The rally began with attendees angrily chanting "The Rent Is Too Damn High!"

Jesse Brooks, community mobilizer for AHF, was among the speakers.

"I've seen California change over the last 10 years," Brooks said. "And I've seen people that I grew up with side-by-side lose their homes. And there's so many more on the edge of losing their homes."

He said that the initiative is a way to fight and resist.

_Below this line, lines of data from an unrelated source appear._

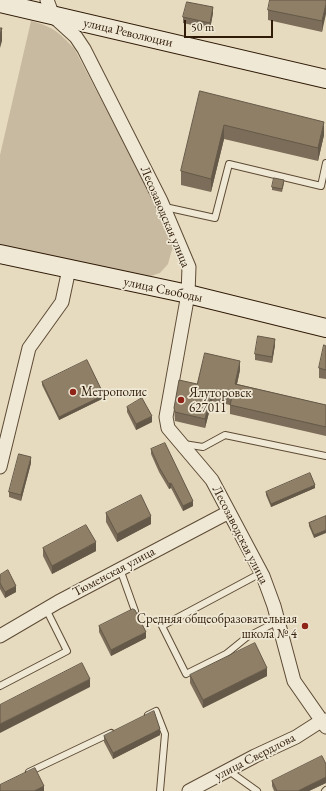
<!DOCTYPE html>
<html>
<head>
<meta charset="utf-8">
<style>
  body { margin:0 }
  #map { position:relative; width:326px; height:791px; overflow:hidden; background:#e7dbbf; font-family:"EB Garamond",serif }
  canvas { display:block }
  .scale { position:absolute; left:184px; top:20px; width:89px; height:18px; box-sizing:border-box; border:2px solid #2f1b07; border-top:0; padding-left:5px; font-size:12px; line-height:14px; white-space:nowrap; color:#2f1b07; -webkit-text-stroke:3px #efe8d5; paint-order:stroke }
</style>
</head>
<body>
<div id="map">
<canvas width="326" height="791"></canvas>
<div class="scale">50 m</div>
</div>
<script>
const g = document.querySelector('canvas').getContext('2d');
g.lineJoin = 'round';
function fill(path, color) { g.fillStyle = color; g.fill(path, 'evenodd'); }
function trace(path, color, width, dash) { g.strokeStyle = color; g.lineWidth = width; g.lineCap = dash ? 'butt' : 'round'; g.setLineDash(dash || []); g.stroke(path); }
function write(font, color, halo, rows, align = 'center') {
  g.font = font + ' "EB Garamond",serif'; g.lineWidth = 3.5; g.setLineDash([]); g.textBaseline = 'middle'; g.strokeStyle = halo; g.fillStyle = color; for (const [text, x, y, turn = 0] of rows) {
    g.save(); g.translate(x, y); g.rotate((+turn || 0) * Math.PI / 180); g.textAlign = isNaN(turn) ? turn : align; if (halo) g.strokeText(text, 0, 0); g.fillText(text, 0, 0); g.restore();
  }
}
fill(new Path2D(`
  M31,21C54,27 58,32 74,48L160,212L173,246L168,264L160,273L148,277L139,276L0,244V155Z`), '#c8baa0');
const lane = new Path2D(`
  M165,207L215,218L229,164L321,186L326,163
  M184,444L203,447L225,435L326,456
  M120,569L135,611
  M261,573L162,626L186,674L226,654L247,637L278,621
  M0,686L67,651L46,609
  M148,715L156,711L165,734L160,791
  M229,771L257,791
  M29,772L111,733
  M325,791L326,790`);
const street = new Path2D(`
  M47,0L53,16L76,37L84,49L161,201L189,267L188,294L166,417L168,428L212,480L263,576L274,606L294,681L326,727
  M0,467L29,348L62,302L69,269
  M0,636L58,602L229,512
  M189,791L255,756L296,737L321,721L326,720`);
const secondary = new Path2D(`
  M0,3L326,79
  M0,254L188,294L326,328`);
trace(lane, '#5d4b35', 8);
trace(street, '#5d4b35', 15);
trace(secondary, '#2f1b07', 20);
trace(lane, '#efe8d5', 6);
trace(street, '#efe8d5', 13);
trace(secondary, '#efe8d5', 18);
fill(new Path2D(`
  M326,0L322,32L268,20V10Z
  M213,13L210,29L183,23V17Z
  M200,91L324,135L318,161L224,139L211,192L181,185V171Z
  M284,183L282,192L272,190V187Z
  M275,345L272,363L255,360V354Z
  M326,346V379L319,378V368Z
  M240,370L237,384L326,405V436L230,414V405L212,401L205,428L175,421L174,408L197,384Z
  M42,382L104,398L59,420L42,385Z
  M127,407L152,422L136,430L127,412Z
  M151,449L193,506L183,511L171,488L169,489L159,472L151,454Z
  M31,463L21,501L9,497V492Z
  M315,488L271,507L266,495V492Z
  M106,513L151,524L117,542L106,522Z
  M326,516L314,538L309,526V523Z
  M43,548L96,551L52,574L43,556Z
  M0,575L16,592L5,598L0,589Z
  M99,626L146,638L111,656L99,632Z
  M190,675L267,676L203,708L190,683Z
  M160,735L113,759L104,742V736Z
  M272,781L326,783L309,791H274L272,786Z`), '#7b6d59');
fill(new Path2D(`
  M326,4V14L322,32V21Z
  M213,7V13L210,29V23Z
  M2,28V41L0,48V35Z
  M324,122V135L318,161V148Z
  M224,125V139L211,192V179Z
  M275,339V345L272,363V357Z
  M240,361V370L235,393V384Z
  M212,392V401L205,428V419Z
  M104,395V398L59,420V417Z
  M152,416V422L136,430V424Z
  M31,457V463L21,501V495Z
  M171,483V488L169,489V484Z
  M315,485V488L271,507V504Z
  M193,501V506L183,511V506Z
  M151,516V524L117,542V534Z
  M326,530V533L314,538V535Z
  M96,542V551L52,574V566Z
  M16,586V592L5,598V592Z
  M146,632V638L111,656V650Z
  M267,668V676L203,708V700Z
  M90,679V687L0,733V724Z
  M160,729V735L113,759V753Z
  M326,777V783L309,791H298Z
  M44,786V791H34Z`), '#645948');
const building = new Path2D(`
  M270,0H326V4L322,21L268,10Z
  M187,2L213,7L210,23L183,17Z
  M0,28H2L0,35Z
  M200,91L324,122L318,148L224,125L211,179L181,171Z
  M274,178L284,180L282,189L272,187Z
  M258,336L275,339L272,357L255,354Z
  M324,345L326,346V370L319,368Z
  M205,353L240,361L235,384L326,405V427L230,405L232,397L212,392L205,419L175,412L174,408L179,380L197,384Z
  M87,360L104,395L59,417L42,382Z
  M142,398L152,416L136,424L127,407Z
  M165,443L193,501L183,506L171,483L169,484L159,467L151,449Z
  M19,454L31,457L21,495L9,492Z
  M310,473L315,485L271,504L266,492Z
  M141,495L151,516L117,534L106,513Z
  M326,516V530L314,535L309,523Z
  M86,525L96,542L52,566L43,548Z
  M8,570L16,586L5,592L0,583V575Z
  M133,609L135,610L146,632L111,650L99,626Z
  M255,643L267,668L203,700L190,675Z
  M82,663L90,679L0,724V705Z
  M154,711L160,729L113,753L104,736Z
  M322,756L326,764V777L298,791H277L272,781Z
  M35,768L44,786L34,791H0V785Z`);
fill(building, '#8f7f67');
trace(building, '#645948', 1);
for (const [x, y, r, color] of [
  [73,392,4,"#8f2418"],
  [181,400,4,"#8f2418"],
  [305,626,4,"#8f2418"]
]) { const dot = new Path2D(); dot.arc(x, y, r, 0, 2 * Math.PI); g.fillStyle = color; g.fill(dot); trace(dot, '#efe8d5', 1.5); }
write('13px', '#2f1b07', '#efe8d5', [
  ["улица Революции",128,33,13],
  ["Лесозаводская улица",165,217,67],
  ["улица Свободы",163,290,12],
  ["Лесозаводская улица",240,535,63],
  ["Тюменская улица",114,572,-28],
  ["улица Свердлова",255,757,-27]
]);
write('13px', '#2f1b07', '#efe8d5', [
  ["Метрополис",81,392],
  ["Ялуторовск",189,393],
  ["627011",189,408],
  ["Средняя общеобразовательная",297,619,"right"],
  ["школа № 4",297,634,"right"]
], 'left');
</script>
</body>
</html>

"We can't just sit by idly while our brothers and sisters lose their homes because it might be them today and it might be us tomorrow," Brooks added. "The rent is too damn high, so we have to let people know at the ballot box, not on Facebook with a like, we've got to do what you're doing today, using your voice, using your feet, and resist, and we have to continue to resist, because they're going to continue to push. We cannot let the Bay Area become a home for one-percenters."

Mari Perez-Ruiz, the chair of the California Democratic Party Renters Caucus, also spoke.

"I am here because California's affordability housing crisis demands actions. Bold actions," Perez-Ruiz said. "Approximately 18 million Californians are renters. In rural counties like Tulare, since 2018, we've seen a yearly double-digit decrease of home ownership and double-digit increase of rental housing. A one-bedroom apartment is going for $1,025 — a one bedroom in Tulare County. When folks are working 40-hour shifts at $11 an hour, they bring home $1,906 gross. So California's housing crisis is no longer a Bay Area or Southern California problem, but is a problem that belongs to all of us."

Some people at the rally said they've had to leave the city.

"Being of ethnic culture I am disenfranchised and denied the inalienable rights and entitlements established to provide prosperity for all citizens of the USA," Velvet Sapphire, a 55-year-old black and Cherokee trans woman, told the B.A.R. "Being trans and mixed breed I have been forced to move out of my San Francisco housing to Pittsburg and that should never have occurred. Nothing is done and that denies me my quality of life and causes me trauma."

In an email, Michael Weinstein, co-founder and president of AHF, expressed confidence that the Rental Affordability Act would pass.

"Seventy-five percent of Californians hold a positive to very positive view of rent control," Weinstein wrote. "The housing affordability and homelessness crisis are the most pressing social justice and public health emergencies in our time, especially in Southern California. We must take action to stop it now. To that end, we intend to bring the issue directly to California voters next November — and we intend to win."

Californians for Responsible Housing, which is opposed to AHF's initiative, pointed out that 2018's Proposition 10, the Costa-Hawkins repeal initiative, was rejected by voters, losing by nearly 40% to 60%.

The group also said that AHF refused to support Assembly Bill 1482, authored by Assemblyman David Chiu (D-San Francisco). The law, which Governor Gavin Newsom signed, will cap rent increases at 5% each year plus inflation and goes into effect January 1.

AB 1482 is considered "the most anti-rent gouging legislation in the nation," Californians for Responsible Housing said in a news release.

The group added that AHF's ballot measure would discourage housing construction, reduce property values, and take large numbers of units off the market for low- and middle-income families.